One phrase that stuck out in my mind (I have no idea who said it) is that we are "the Saudi Arabia of coal".

This is a good thing? I don't know about the rest of this country, but I haven't bought into the advertising saying that coal is "clean energy". Not only that, but it is a fossil fuel which (by definition) means it takes millions of years to create and is a FINITE source of fuel. It will run out eventually. I suppose I am the only one who sees something wrong with trading one set of issues for another ~ equally bad ~ set of issues?

The one thing that neither party brought up in even the most obscure way was our nation's need to conserve the resources we have and to learn to do with less consumption.

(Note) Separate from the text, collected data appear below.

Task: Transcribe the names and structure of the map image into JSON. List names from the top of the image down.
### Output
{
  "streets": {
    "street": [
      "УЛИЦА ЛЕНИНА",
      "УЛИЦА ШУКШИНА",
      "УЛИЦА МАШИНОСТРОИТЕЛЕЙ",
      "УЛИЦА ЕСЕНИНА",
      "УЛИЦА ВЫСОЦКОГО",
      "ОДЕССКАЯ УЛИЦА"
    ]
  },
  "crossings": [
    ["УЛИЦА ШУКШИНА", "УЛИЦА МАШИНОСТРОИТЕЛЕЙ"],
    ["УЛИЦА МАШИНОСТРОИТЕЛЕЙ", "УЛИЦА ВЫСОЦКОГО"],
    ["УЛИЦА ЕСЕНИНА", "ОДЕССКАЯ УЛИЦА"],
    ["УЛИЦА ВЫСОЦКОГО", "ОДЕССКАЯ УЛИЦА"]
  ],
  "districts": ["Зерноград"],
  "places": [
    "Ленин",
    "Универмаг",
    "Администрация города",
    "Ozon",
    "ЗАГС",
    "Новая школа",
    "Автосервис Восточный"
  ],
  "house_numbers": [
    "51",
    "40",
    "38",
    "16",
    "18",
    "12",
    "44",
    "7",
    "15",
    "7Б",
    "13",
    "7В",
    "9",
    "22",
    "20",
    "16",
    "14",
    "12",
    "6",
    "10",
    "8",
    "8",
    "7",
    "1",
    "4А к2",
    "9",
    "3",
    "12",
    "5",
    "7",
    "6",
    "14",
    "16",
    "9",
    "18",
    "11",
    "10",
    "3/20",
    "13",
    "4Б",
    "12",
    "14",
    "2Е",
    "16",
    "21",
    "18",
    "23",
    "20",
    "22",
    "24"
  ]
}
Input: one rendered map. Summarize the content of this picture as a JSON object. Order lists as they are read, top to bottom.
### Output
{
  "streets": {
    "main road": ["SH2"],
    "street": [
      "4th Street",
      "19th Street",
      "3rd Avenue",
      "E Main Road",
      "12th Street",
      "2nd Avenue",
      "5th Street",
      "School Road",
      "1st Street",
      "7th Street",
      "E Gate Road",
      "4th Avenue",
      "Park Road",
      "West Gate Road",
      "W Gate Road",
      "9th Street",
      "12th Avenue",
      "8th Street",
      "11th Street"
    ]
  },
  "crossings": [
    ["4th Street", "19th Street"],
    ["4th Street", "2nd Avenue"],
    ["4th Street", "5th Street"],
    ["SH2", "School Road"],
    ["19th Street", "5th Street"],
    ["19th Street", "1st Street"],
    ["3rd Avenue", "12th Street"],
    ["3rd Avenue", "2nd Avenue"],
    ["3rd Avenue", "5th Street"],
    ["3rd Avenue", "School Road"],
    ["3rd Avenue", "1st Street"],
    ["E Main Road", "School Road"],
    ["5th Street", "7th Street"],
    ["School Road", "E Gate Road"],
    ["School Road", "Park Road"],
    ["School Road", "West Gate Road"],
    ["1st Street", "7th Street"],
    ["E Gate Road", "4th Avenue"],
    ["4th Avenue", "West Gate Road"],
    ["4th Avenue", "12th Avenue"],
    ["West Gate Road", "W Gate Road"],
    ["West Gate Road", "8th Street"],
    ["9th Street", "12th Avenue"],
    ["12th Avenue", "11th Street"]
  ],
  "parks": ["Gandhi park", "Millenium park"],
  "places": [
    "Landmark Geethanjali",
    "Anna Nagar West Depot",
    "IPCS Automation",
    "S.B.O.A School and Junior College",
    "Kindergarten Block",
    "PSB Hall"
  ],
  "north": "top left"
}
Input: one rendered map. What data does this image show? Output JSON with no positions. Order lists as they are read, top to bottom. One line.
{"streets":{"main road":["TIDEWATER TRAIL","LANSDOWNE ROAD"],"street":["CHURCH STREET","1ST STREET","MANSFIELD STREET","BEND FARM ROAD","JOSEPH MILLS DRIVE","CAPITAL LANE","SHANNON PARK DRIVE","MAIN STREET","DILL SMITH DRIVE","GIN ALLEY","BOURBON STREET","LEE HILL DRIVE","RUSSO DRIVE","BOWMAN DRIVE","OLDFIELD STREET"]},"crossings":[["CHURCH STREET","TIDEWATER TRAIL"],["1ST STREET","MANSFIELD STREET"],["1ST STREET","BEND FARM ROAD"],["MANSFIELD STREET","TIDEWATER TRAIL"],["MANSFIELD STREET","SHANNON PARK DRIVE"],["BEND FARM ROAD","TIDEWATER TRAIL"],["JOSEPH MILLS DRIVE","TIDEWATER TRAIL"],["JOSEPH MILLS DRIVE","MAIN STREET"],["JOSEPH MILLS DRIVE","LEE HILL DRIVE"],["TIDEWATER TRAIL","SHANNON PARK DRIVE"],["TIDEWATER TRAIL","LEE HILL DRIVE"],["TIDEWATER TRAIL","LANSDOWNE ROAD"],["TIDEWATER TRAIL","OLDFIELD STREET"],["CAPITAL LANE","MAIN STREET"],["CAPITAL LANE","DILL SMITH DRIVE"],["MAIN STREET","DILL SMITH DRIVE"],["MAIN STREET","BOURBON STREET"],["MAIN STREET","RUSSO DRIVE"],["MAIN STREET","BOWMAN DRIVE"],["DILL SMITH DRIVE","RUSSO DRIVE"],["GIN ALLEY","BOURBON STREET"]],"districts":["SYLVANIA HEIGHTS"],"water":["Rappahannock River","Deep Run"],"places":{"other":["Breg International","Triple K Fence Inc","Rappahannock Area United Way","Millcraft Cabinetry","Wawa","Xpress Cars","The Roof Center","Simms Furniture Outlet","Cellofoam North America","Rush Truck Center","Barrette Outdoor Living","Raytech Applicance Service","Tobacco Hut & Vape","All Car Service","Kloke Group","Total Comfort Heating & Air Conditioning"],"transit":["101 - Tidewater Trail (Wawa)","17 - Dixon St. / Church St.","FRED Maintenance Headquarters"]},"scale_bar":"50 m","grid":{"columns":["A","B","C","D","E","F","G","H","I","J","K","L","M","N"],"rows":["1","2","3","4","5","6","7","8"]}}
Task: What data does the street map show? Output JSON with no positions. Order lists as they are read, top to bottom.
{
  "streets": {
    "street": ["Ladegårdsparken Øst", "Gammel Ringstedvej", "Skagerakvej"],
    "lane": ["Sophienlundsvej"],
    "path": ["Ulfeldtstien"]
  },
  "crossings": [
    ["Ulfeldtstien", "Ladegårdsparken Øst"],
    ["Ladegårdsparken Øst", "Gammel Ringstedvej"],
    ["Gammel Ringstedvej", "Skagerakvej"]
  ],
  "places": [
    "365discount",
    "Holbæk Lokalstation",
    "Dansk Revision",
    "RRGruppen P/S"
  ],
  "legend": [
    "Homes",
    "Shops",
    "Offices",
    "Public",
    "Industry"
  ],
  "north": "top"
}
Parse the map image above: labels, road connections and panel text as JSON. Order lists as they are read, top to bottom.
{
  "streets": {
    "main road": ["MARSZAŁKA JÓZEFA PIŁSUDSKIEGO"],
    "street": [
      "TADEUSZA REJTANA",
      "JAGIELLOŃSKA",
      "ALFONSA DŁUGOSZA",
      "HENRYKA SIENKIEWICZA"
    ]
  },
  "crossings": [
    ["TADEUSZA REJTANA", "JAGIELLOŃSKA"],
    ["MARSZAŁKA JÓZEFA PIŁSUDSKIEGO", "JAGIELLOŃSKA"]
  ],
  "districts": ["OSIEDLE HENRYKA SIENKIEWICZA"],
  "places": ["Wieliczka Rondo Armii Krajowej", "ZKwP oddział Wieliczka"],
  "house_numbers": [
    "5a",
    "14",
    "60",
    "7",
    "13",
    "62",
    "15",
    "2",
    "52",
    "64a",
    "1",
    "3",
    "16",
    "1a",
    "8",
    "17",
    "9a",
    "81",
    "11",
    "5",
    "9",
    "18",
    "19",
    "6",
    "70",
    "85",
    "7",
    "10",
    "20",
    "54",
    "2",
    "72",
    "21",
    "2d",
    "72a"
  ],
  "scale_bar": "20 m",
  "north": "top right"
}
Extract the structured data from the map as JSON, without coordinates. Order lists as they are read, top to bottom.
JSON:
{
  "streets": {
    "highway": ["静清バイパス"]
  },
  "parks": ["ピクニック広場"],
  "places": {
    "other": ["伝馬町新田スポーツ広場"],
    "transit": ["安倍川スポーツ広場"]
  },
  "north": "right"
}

I tell you who I will vote for:

I will vote for the candidate who stands up and says for all the world to hear that he is going to take Crunchy's "Freeze Yer Buns" Challenge while in the White House. I will vote for the candidate who is willing to stand up to the American Public and inspire them to live in a manner that the earth can support. I will vote for the candidate who turns their back on the age old tradition of pointing fingers at the other candidate and, instead, points their finger at the American Public and says "You are the reason we are in crisis right now. All it takes is a few simple changes in your lives to make a big impact, and I am here to lead the way in making these changes. I am here to tell you that it is not about buying your way to a green life. It is not about spending all our time trying to find a way around making changes. It is about facing those changes bravely and with conviction. It is about 'biting the bullet' and moving forward into a different way of life, rather than desperately trying to hold on to one that no longer works. I am here to show you how, to help you make the changes needed, to pave the way for a new era in our history."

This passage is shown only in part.